Here is the CFPB’s meeting agenda for Mississippi. This Facebook page tells about the privacy violations and other problems with this uniquely unaccountable governmental entity.

The CFPB, created by the Dodd-Frank financial overhaul to defend consumers in the credit card and mortgage markets, is building a database of sensitive individual financial information that rivals that of the National Security Agency. According to Bloomberg News, the CFPB already has “anonymous information about at least 10 million consumers.”

On top of this, at a U.S. House hearing in July, CFPB acting deputy director Steven Antonakes revealed that bureau hopes to monitor 900 million credit-card accounts.
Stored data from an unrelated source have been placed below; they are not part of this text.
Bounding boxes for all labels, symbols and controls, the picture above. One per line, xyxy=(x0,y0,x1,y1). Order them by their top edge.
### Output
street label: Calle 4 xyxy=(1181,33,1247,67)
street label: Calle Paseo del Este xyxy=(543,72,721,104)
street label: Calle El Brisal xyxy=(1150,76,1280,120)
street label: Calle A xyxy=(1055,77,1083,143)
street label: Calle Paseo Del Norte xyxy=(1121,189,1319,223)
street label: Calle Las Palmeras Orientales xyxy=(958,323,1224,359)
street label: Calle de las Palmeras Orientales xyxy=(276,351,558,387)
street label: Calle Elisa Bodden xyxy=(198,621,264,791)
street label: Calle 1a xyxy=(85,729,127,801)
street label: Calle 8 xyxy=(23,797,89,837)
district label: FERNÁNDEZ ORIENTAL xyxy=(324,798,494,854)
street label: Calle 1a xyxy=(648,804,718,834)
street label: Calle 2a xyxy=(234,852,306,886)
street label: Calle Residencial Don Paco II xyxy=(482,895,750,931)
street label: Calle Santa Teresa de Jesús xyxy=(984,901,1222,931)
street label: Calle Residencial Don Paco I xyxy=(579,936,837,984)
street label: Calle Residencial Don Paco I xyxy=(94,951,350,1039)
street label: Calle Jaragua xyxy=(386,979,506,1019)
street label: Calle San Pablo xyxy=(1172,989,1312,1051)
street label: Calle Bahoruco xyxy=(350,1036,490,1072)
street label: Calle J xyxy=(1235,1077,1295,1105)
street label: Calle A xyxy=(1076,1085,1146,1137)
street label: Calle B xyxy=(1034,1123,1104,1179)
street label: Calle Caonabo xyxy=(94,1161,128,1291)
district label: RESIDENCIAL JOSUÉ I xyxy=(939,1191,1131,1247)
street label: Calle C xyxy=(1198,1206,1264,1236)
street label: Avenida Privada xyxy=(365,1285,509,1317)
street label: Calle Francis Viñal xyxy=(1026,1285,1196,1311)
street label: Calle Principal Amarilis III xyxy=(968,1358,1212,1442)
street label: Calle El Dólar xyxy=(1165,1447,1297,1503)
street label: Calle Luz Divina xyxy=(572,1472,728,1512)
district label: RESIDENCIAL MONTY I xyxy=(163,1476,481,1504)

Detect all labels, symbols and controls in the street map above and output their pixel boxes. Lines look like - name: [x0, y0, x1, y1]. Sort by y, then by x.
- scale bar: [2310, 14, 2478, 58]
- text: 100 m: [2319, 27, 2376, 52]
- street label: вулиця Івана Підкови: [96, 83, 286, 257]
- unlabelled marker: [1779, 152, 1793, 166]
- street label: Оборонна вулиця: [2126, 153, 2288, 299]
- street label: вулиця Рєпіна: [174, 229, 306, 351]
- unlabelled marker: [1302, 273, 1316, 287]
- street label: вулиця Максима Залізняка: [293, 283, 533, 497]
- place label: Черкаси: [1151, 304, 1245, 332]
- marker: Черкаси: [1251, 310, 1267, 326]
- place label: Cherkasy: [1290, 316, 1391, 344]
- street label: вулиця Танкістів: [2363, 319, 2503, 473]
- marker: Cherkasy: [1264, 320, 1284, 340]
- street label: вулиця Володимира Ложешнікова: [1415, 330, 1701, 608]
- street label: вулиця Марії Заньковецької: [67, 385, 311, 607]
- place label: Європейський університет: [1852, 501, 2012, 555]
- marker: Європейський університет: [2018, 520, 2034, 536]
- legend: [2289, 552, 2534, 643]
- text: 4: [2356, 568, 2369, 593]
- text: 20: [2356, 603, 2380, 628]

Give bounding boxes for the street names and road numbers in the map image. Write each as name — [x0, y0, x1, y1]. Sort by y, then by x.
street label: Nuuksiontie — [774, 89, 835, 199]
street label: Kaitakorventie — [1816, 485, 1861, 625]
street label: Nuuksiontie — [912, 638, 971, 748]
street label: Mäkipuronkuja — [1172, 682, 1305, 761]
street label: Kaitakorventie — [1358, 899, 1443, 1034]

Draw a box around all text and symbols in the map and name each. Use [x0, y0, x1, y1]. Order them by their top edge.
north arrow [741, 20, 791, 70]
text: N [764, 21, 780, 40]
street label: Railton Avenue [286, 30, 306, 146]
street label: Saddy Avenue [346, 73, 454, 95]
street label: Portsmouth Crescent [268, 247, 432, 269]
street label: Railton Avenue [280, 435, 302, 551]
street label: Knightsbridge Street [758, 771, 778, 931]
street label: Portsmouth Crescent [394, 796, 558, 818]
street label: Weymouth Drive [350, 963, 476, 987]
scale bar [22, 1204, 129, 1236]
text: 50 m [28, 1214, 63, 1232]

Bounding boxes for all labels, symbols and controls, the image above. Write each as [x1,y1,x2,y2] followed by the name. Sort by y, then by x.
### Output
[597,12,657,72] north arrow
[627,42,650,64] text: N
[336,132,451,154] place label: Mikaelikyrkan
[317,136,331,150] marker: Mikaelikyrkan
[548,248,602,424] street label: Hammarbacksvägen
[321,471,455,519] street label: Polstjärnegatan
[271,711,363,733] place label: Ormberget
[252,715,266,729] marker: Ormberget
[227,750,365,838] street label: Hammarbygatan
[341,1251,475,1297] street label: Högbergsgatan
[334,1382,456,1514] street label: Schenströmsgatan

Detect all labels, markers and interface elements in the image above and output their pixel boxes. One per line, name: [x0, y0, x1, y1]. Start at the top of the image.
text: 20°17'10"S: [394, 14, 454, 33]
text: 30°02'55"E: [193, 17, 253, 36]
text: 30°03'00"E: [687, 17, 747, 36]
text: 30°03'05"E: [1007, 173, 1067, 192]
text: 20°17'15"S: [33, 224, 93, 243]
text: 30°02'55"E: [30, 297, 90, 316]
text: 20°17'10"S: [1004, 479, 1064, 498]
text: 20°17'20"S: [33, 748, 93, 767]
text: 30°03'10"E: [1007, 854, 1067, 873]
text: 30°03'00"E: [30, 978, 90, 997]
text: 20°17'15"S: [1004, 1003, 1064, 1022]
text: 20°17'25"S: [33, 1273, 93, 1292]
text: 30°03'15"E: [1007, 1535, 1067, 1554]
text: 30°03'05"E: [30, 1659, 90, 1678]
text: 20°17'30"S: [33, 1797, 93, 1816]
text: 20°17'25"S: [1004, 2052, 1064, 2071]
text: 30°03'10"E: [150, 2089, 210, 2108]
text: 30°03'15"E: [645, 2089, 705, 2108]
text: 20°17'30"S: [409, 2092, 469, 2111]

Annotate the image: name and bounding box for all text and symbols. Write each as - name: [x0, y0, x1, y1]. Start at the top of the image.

This represents nearly 80 percent of the U.S. credit-card market. Sen. Mike Crapo (R-Idaho), a consistent advocate of privacy who called for limits on the surveillance provisions of the PATRIOT Act during the Bush administration, declared, “The bureau was founded with a mission to watch out for American consumers, not to watch them.”

CFPB director Richard Cordray, who will be at the forum as well as CFPB meetings in Itta Bena and Jackson that are closed to the public, has defended the database by saying that the CFPB blocks out “personally identifiable information” such as Social Security numbers, and that these mounds of data are needed for the CFPB to “understand” the markets it is regulating.

On the first point, the process is for “anonymizing” the data unclear, and the CFPB is evasive in answering the questions raised by the agencies’ contracts with private data mining firms. A contract obtained by the conservative watchdog group Judicial Watch indicates that an individual’s age, postal code, and Census block identifier are all included in the CFPB database.

The CFPB also has not said whether and under what circumstances it will share this data with other government agencies. Privacy experts add that handling and storage of such voluminous amounts of confidential data will almost certainly be vulnerable to hacking and abuse.

As to whether all this info is necessary to protect consumers, the CFPB has yet to explain why it can’t “understand” markets with statistical sampling of at most a few thousand consumers. That’s the way other federal and state agencies have done it for decades.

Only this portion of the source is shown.